● **What the task asks**
An exact transcription of all the data is required.

Stored data entries:
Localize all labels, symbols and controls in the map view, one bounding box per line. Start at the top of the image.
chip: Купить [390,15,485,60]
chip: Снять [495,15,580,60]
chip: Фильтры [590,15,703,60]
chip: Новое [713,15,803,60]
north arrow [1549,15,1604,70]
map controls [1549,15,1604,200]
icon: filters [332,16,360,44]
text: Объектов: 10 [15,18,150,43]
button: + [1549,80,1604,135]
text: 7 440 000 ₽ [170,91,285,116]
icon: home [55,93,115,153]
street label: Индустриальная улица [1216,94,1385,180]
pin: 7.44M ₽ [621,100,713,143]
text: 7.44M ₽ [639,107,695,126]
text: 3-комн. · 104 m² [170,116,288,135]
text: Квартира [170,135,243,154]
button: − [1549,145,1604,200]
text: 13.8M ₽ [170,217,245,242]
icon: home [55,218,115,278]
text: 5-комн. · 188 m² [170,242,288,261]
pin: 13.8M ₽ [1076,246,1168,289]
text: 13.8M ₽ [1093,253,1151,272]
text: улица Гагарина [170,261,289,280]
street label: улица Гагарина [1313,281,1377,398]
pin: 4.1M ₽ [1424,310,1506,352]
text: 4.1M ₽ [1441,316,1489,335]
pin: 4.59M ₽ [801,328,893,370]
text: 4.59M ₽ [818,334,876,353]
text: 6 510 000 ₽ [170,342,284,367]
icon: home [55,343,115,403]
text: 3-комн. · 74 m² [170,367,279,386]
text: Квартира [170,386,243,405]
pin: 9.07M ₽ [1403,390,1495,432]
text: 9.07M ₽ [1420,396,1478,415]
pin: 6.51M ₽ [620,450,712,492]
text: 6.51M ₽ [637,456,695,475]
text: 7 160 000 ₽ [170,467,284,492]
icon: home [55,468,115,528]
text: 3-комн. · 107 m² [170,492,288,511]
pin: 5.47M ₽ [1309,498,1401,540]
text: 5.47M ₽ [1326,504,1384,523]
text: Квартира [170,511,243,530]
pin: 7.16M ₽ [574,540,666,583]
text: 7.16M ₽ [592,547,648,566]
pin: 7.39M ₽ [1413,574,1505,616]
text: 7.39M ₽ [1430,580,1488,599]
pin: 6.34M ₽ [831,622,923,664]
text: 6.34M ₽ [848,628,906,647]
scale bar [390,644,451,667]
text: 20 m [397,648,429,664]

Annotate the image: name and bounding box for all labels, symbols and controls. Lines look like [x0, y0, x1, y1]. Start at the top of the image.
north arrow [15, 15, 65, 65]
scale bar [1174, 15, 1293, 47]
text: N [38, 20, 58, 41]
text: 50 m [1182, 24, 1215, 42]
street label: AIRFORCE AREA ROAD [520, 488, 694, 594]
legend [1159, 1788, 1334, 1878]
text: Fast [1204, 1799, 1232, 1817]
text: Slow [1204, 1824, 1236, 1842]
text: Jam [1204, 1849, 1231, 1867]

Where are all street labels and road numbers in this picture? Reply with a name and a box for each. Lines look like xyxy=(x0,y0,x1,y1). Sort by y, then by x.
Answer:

● **Solution**
Localize all labels, symbols and controls in the map view, one bounding box per line. Start at the top of the image.
chip: Купить [390,15,485,60]
chip: Снять [495,15,580,60]
chip: Фильтры [590,15,703,60]
chip: Новое [713,15,803,60]
north arrow [1549,15,1604,70]
map controls [1549,15,1604,200]
icon: filters [332,16,360,44]
text: Объектов: 10 [15,18,150,43]
button: + [1549,80,1604,135]
text: 7 440 000 ₽ [170,91,285,116]
icon: home [55,93,115,153]
street label: Индустриальная улица [1216,94,1385,180]
pin: 7.44M ₽ [621,100,713,143]
text: 7.44M ₽ [639,107,695,126]
text: 3-комн. · 104 m² [170,116,288,135]
text: Квартира [170,135,243,154]
button: − [1549,145,1604,200]
text: 13.8M ₽ [170,217,245,242]
icon: home [55,218,115,278]
text: 5-комн. · 188 m² [170,242,288,261]
pin: 13.8M ₽ [1076,246,1168,289]
text: 13.8M ₽ [1093,253,1151,272]
text: улица Гагарина [170,261,289,280]
street label: улица Гагарина [1313,281,1377,398]
pin: 4.1M ₽ [1424,310,1506,352]
text: 4.1M ₽ [1441,316,1489,335]
pin: 4.59M ₽ [801,328,893,370]
text: 4.59M ₽ [818,334,876,353]
text: 6 510 000 ₽ [170,342,284,367]
icon: home [55,343,115,403]
text: 3-комн. · 74 m² [170,367,279,386]
text: Квартира [170,386,243,405]
pin: 9.07M ₽ [1403,390,1495,432]
text: 9.07M ₽ [1420,396,1478,415]
pin: 6.51M ₽ [620,450,712,492]
text: 6.51M ₽ [637,456,695,475]
text: 7 160 000 ₽ [170,467,284,492]
icon: home [55,468,115,528]
text: 3-комн. · 107 m² [170,492,288,511]
pin: 5.47M ₽ [1309,498,1401,540]
text: 5.47M ₽ [1326,504,1384,523]
text: Квартира [170,511,243,530]
pin: 7.16M ₽ [574,540,666,583]
text: 7.16M ₽ [592,547,648,566]
pin: 7.39M ₽ [1413,574,1505,616]
text: 7.39M ₽ [1430,580,1488,599]
pin: 6.34M ₽ [831,622,923,664]
text: 6.34M ₽ [848,628,906,647]
scale bar [390,644,451,667]
text: 20 m [397,648,429,664]

Annotate the image: name and bounding box for all labels, symbols and controls. Lines look like [x0, y0, x1, y1]. Start at the top of the image.
north arrow [15, 15, 65, 65]
scale bar [1174, 15, 1293, 47]
text: N [38, 20, 58, 41]
text: 50 m [1182, 24, 1215, 42]
street label: AIRFORCE AREA ROAD [520, 488, 694, 594]
legend [1159, 1788, 1334, 1878]
text: Fast [1204, 1799, 1232, 1817]
text: Slow [1204, 1824, 1236, 1842]
text: Jam [1204, 1849, 1231, 1867]

Where are all street labels and road numbers in this picture? Reply with a name and a box for each. Lines look like xyxy=(x0,y0,x1,y1). Sort by y, then by x.
Answer:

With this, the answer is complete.